What you will do: Show every line of the data that includes the word "right".

───── Information

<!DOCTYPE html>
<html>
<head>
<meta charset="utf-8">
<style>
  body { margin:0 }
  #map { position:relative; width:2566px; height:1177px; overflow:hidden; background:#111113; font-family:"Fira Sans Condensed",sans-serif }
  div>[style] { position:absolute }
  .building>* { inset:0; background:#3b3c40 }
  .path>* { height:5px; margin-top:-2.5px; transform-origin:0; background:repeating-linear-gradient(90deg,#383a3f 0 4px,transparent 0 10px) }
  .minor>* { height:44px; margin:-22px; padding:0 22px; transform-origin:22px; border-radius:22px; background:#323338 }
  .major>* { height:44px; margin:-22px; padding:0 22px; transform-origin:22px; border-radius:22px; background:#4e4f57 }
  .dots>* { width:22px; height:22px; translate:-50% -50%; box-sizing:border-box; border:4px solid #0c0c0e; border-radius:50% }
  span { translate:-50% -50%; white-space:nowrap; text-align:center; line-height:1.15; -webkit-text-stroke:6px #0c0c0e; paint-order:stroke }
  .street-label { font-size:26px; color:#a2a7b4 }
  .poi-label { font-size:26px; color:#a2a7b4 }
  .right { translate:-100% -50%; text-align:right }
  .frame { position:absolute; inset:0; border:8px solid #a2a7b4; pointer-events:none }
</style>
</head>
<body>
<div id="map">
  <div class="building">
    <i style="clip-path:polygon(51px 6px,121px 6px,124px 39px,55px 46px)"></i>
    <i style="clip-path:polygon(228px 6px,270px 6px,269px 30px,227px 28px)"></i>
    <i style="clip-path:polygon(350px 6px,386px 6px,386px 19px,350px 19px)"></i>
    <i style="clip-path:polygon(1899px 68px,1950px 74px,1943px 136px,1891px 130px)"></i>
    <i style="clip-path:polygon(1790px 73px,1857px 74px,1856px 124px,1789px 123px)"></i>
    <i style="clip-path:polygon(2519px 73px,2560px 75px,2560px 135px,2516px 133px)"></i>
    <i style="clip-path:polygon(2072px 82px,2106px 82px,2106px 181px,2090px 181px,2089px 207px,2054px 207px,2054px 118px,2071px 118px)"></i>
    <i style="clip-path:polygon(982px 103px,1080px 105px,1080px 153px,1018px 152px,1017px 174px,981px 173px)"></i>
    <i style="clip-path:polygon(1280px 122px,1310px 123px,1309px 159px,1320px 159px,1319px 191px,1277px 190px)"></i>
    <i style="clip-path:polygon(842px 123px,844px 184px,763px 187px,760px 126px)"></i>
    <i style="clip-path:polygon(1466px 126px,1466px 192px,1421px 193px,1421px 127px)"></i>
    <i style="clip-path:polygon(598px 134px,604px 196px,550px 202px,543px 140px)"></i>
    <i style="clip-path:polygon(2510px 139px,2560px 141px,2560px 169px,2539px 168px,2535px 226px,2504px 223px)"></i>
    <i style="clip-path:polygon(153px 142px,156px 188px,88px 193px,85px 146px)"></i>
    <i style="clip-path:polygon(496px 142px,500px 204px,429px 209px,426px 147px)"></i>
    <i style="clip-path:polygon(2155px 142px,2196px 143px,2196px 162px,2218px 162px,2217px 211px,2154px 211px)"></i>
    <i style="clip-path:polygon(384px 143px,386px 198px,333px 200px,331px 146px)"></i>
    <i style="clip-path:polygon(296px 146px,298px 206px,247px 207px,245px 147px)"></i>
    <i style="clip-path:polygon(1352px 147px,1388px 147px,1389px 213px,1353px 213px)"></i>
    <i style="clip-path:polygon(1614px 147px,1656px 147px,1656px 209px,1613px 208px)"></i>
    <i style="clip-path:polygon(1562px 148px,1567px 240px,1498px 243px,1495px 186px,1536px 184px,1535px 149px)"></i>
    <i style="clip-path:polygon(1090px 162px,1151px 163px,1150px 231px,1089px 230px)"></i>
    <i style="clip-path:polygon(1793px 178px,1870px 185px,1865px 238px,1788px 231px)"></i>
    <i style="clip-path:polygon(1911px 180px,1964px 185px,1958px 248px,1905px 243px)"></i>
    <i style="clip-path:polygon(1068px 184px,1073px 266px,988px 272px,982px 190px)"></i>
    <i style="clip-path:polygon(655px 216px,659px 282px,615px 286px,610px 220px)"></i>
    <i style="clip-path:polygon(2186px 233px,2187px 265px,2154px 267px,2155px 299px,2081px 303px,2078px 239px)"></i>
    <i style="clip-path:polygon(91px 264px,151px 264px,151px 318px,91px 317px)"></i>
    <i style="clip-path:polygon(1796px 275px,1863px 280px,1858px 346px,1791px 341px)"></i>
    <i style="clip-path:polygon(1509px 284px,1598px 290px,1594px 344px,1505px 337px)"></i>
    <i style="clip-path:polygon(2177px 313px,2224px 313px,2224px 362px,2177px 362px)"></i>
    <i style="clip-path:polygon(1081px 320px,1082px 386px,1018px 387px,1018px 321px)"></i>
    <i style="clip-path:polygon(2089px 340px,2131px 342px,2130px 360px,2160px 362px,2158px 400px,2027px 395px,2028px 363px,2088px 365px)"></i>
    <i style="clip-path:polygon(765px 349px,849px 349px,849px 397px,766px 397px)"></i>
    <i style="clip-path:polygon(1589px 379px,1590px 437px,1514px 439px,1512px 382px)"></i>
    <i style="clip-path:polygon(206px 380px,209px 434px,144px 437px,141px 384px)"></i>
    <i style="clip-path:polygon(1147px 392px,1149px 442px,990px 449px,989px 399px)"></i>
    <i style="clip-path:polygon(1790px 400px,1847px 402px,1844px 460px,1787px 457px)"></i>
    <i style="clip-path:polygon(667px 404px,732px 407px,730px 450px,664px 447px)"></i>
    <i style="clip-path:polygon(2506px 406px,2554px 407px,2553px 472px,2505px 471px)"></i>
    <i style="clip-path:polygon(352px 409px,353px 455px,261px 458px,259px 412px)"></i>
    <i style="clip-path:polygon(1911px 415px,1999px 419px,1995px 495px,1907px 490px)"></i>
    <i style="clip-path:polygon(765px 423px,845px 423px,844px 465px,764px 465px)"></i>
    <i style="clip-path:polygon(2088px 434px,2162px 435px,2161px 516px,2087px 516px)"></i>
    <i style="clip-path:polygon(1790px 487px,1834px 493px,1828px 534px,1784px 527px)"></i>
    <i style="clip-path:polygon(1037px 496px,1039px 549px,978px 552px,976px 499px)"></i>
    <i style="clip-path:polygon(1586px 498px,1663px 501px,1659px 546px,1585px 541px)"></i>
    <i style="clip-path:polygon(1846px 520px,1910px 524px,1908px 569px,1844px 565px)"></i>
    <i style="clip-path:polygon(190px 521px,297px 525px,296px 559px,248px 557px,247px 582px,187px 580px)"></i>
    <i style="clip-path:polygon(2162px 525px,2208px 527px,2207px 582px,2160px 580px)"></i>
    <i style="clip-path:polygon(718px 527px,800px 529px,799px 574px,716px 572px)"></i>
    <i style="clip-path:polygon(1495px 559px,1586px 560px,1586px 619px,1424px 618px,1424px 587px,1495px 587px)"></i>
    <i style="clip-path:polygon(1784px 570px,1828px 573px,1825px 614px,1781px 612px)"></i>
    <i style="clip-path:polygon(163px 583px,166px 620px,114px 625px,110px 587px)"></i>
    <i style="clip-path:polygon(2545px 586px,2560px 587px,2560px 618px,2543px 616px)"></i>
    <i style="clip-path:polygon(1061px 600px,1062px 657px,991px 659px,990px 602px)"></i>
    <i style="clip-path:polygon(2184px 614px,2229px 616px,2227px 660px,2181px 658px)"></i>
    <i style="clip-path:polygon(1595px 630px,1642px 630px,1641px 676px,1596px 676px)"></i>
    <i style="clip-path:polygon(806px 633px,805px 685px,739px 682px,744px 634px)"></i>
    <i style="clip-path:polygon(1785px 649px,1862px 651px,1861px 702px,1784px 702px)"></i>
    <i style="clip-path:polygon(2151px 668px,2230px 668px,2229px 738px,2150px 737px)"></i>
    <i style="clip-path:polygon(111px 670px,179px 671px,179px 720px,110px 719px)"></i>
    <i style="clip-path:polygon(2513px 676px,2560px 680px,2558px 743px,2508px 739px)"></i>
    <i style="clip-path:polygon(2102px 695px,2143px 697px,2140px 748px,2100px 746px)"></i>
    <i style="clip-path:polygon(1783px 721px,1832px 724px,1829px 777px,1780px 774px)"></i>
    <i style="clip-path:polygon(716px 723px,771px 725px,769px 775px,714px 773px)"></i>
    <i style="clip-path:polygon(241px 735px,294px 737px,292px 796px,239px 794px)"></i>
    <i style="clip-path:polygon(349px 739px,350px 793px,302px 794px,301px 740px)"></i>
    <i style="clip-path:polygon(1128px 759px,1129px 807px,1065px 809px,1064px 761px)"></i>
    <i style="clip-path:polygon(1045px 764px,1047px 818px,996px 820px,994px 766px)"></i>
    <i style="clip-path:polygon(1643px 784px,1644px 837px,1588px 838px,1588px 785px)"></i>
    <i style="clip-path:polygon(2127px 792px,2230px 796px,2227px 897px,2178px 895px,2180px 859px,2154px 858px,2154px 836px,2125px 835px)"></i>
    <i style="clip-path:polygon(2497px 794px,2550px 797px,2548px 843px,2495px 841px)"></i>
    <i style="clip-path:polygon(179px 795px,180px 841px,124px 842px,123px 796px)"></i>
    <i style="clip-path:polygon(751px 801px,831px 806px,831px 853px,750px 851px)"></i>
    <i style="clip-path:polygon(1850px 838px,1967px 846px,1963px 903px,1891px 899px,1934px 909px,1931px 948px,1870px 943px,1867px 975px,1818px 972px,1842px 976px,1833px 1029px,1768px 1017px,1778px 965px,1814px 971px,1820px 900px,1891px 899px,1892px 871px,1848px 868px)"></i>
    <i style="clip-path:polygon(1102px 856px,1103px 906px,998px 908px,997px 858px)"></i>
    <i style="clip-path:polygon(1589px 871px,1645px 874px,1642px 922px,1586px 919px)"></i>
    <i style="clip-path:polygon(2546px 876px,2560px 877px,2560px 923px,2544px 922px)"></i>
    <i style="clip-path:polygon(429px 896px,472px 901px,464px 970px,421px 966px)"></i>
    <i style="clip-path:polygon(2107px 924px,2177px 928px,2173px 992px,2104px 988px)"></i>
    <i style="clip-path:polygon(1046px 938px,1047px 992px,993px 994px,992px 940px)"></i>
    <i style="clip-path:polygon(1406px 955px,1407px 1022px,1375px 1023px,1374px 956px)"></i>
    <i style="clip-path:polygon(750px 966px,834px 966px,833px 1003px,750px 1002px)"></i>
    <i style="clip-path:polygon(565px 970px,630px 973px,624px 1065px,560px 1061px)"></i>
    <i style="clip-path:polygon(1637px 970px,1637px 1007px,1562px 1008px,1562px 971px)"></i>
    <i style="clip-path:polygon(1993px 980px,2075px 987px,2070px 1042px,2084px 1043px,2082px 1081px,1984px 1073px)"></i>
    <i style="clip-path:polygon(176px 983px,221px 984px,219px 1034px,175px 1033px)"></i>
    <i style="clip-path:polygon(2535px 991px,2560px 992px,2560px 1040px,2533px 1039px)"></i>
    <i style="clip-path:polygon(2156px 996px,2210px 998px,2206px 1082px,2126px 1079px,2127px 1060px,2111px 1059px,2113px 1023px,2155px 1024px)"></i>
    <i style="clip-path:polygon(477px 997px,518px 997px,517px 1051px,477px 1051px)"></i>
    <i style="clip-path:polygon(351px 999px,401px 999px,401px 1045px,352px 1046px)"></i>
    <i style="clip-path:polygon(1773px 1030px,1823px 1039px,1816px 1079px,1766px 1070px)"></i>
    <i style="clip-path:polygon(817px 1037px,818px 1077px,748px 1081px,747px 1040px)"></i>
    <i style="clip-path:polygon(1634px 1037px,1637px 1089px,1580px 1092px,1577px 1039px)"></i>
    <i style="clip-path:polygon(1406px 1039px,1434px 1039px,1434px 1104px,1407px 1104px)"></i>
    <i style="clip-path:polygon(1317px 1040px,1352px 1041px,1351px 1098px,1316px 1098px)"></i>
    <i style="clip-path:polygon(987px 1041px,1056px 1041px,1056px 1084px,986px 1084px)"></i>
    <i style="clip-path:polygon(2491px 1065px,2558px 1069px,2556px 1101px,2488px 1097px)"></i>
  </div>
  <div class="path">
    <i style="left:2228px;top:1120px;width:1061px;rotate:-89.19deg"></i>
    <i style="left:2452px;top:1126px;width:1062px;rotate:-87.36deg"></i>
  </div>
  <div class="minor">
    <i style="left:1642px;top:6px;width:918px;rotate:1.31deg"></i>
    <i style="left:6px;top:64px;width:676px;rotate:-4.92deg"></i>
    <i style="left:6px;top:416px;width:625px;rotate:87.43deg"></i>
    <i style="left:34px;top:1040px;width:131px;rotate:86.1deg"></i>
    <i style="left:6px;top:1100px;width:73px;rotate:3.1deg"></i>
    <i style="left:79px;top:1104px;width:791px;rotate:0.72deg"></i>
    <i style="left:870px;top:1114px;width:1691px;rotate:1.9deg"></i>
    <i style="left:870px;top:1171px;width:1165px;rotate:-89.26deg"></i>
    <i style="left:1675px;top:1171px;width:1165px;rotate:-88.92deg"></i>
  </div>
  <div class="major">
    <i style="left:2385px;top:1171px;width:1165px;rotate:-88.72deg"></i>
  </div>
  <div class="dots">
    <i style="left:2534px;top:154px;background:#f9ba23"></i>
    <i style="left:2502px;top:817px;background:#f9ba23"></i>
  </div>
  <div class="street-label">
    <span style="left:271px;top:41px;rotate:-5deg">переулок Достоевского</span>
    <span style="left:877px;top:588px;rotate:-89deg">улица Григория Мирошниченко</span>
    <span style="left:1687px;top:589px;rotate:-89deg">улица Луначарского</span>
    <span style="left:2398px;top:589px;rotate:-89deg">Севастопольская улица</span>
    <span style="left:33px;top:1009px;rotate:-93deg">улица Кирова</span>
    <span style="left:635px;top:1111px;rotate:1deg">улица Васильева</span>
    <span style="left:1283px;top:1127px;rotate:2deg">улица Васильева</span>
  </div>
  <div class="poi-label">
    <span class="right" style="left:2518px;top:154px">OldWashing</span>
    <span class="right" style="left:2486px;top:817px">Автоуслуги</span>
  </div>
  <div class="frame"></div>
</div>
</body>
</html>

──────────

Answer to the exercise:
  .right { translate:-100% -50%; text-align:right }
    <span class="right" style="left:2518px;top:154px">OldWashing</span>
    <span class="right" style="left:2486px;top:817px">Автоуслуги</span>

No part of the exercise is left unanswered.